If Tuesday afternoon fireside chats with the CEOs of some of the world’s largest healthcare companies is anything to go by, value-based care isn’t just a buzzword, but a sensible business practice.
Novartis CEO Vas Narasimhan spoke with J.P. Morgan analyst Richard Vosser at the J.P. Morgan Healthcare Conference in San Francisco as part of a series of discussions titled “Drug Pricing and Access in a Rapidly Evolving Healthcare System.”
“I think there’s good initiatives around the world, including in the US, to demonstrate the value of value based care,” Narasimhan said. Still, it’s one thing to talk about value-based care, but another to actually implement it. Doing so will likely be a challenge, he suggested. “We’ve had a lot of learnings when we look at value-based pricing,” he said.
Putting value-based pricing in place in heart failure, for example, turned out to be incredibly complicated for Novartis. For example, methods need to be implemented to monitor how patients are doing over time, and it requires significant investment, particularly in database systems. Last year, the Centers for Medicare and Medicaid Services quietly pulled out of an outcomes-based reimbursement arrangement for Novartis CAR-T cell therapy, Kymriah (tisagenlecleucel), in pediatric acute lymphoblastic leukemia.

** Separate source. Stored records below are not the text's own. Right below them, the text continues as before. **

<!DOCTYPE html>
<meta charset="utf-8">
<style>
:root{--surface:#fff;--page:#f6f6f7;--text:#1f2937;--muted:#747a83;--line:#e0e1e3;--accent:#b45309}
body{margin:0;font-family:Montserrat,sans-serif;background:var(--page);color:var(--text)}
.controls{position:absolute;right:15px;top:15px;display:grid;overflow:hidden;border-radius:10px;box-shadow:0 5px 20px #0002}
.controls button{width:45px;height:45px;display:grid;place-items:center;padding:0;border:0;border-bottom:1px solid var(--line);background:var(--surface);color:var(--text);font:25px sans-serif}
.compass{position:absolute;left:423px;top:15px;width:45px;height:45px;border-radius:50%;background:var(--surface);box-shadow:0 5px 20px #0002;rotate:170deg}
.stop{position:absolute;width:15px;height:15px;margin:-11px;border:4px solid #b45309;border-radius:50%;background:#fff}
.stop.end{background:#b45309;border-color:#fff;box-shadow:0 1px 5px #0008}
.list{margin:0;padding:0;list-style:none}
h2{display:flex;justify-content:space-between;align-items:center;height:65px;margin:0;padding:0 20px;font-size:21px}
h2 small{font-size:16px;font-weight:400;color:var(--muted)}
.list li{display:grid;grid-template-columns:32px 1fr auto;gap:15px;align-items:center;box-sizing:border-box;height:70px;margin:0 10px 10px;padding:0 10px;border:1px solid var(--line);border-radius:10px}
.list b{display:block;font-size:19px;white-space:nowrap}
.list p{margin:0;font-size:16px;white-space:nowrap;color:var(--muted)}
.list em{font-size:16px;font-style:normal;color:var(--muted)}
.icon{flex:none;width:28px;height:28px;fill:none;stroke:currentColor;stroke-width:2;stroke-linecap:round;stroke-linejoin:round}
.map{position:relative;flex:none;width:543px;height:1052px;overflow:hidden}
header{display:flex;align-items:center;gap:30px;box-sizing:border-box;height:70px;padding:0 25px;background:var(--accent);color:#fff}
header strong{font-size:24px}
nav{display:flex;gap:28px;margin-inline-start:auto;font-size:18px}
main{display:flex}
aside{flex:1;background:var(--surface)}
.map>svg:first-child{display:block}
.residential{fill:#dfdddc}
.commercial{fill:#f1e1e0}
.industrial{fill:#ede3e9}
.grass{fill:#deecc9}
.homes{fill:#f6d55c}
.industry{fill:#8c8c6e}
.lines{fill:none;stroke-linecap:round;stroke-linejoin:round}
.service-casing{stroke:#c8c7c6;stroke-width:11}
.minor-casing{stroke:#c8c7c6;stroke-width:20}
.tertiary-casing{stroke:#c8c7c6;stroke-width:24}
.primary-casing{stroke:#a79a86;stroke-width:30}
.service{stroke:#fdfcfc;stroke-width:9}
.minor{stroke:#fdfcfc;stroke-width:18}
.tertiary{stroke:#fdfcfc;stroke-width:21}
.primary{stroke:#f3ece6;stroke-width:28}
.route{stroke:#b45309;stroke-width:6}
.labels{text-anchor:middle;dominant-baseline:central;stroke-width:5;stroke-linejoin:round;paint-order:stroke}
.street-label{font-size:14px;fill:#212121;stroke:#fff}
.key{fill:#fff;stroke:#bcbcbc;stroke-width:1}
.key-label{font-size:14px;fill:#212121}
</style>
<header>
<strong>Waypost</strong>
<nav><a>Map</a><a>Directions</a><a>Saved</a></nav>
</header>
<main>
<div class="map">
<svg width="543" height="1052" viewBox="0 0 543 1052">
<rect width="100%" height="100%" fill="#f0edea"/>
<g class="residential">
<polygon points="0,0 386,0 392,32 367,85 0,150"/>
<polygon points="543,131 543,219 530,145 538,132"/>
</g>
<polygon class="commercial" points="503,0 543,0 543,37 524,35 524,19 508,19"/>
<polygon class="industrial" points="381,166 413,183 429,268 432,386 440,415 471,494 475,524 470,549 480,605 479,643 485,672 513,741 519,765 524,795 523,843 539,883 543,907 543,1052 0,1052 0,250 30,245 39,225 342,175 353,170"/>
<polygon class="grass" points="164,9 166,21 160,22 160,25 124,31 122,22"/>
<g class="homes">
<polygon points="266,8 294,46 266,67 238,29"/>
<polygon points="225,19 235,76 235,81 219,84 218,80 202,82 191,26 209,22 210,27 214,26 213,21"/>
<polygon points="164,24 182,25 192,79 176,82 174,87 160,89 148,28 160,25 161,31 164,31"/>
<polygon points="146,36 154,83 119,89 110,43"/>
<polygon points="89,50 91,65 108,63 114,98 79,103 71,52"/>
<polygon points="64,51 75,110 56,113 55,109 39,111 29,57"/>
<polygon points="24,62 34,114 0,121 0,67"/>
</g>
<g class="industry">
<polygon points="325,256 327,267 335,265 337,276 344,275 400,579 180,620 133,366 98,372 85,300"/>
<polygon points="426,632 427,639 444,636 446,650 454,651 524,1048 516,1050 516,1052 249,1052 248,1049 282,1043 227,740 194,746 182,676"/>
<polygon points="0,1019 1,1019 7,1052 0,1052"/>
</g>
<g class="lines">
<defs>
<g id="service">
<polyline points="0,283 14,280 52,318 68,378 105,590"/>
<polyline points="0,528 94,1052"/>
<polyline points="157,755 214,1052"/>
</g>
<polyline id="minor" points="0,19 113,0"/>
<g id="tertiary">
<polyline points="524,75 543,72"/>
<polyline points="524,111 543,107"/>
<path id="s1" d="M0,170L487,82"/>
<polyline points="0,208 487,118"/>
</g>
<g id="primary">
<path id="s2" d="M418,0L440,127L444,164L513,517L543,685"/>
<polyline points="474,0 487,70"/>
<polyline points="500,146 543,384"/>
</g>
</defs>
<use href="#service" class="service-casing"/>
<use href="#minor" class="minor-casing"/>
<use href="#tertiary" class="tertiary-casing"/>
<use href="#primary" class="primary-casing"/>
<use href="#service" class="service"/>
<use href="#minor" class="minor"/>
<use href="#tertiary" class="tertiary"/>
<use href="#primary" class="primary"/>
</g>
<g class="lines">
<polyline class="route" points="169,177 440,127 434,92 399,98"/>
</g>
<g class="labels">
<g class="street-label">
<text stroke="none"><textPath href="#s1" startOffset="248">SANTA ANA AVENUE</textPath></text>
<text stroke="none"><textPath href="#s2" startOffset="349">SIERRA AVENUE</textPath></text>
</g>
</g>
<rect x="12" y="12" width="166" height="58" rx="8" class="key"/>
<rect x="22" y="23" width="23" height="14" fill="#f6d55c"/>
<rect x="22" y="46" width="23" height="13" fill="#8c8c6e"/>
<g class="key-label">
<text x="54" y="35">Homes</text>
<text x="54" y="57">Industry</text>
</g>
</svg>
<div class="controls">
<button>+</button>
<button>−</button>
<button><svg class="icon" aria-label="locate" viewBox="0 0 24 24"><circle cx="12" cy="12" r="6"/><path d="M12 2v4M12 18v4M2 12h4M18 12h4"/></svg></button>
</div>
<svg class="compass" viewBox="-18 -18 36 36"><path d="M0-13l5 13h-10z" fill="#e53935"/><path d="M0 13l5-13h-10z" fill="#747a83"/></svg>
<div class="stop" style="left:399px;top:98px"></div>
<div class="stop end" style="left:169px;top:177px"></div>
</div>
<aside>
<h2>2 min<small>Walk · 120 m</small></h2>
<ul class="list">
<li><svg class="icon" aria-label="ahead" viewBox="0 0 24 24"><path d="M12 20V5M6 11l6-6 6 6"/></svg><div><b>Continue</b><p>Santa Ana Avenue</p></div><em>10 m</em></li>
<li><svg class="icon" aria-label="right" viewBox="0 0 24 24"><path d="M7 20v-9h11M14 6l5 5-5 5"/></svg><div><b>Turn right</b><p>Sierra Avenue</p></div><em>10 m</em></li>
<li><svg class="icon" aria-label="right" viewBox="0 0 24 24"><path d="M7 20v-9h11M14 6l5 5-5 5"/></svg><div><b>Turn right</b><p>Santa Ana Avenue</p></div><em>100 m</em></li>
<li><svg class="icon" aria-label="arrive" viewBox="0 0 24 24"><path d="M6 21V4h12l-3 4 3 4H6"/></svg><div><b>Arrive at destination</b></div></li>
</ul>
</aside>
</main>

Another important aspect of value-based care is independent organizations to assess value, Narasimhan said, in response to a question about them from Vosser that alluded to the National Institute for Health and Care Excellence, or NICE, in his native UK. “Having independent arbiters helps the story in the long run and helps explain for us as an industry why drugs are priced the way they are,” Narasimhan said. Indeed, he said one of the biggest things he has learned in the past year was how little understanding there was among the public of the concept of value versus the upfront price of drugs, adding that the industry would need to do a better job at educating people.
Last year, the Trump administration spoke to that lack of understanding when it proposed that advertisements for drugs should be required to include list prices. The proposal, in October, elicited concern from experts because it could create confusion among consumers that could harm health outcomes, particularly given the complexity of drug pricing. For example, while the first Food and Drug Administration-approved gene therapy, Spark Therapeutics’ Luxturna (voretigene neparvovec-rzyl) for a rare form of blindness, costs $425,000 per eye, Spark Chief Business Officer Dan Faga pointed out in a panel discussion at the Biotech Showcase that patients with private and government health coverage did not have to pay anything out of pocket for it. Novartis is marketing Luxturna outside the US.
While NICE is an official government body that recommends new therapies to the National Health Service based on whether or not they are cost-effective – keeping to a benchmark of 30,000 pounds per quality-adjusted life year – similar, private organizations also exist in the US. A prominent player is the Institute for Cost-Effectiveness Research, or ICER. Still, while acknowledging that his company had “some bones to pick” with ICER and the way its formula works in a subsequent discussion, Eli Lilly & Co. CEO Dan Ricks also said there is a place for such organizations. Ricks spoke alongside CVS/Caremark CEO Larry Merlo, with J.P. Morgan analysts Lisa Gill and Chris Schott.
Merlo pointed to improvements in medication adherence as a way to improve value-based care in the context of traditional pharmacy. However, he also said the retail pharmacy chain and pharmacy benefit manager’s $68 billion acquisition of health insurer Aetna in August could create opportunities for new pricing models, particularly in the context of high-cost treatments.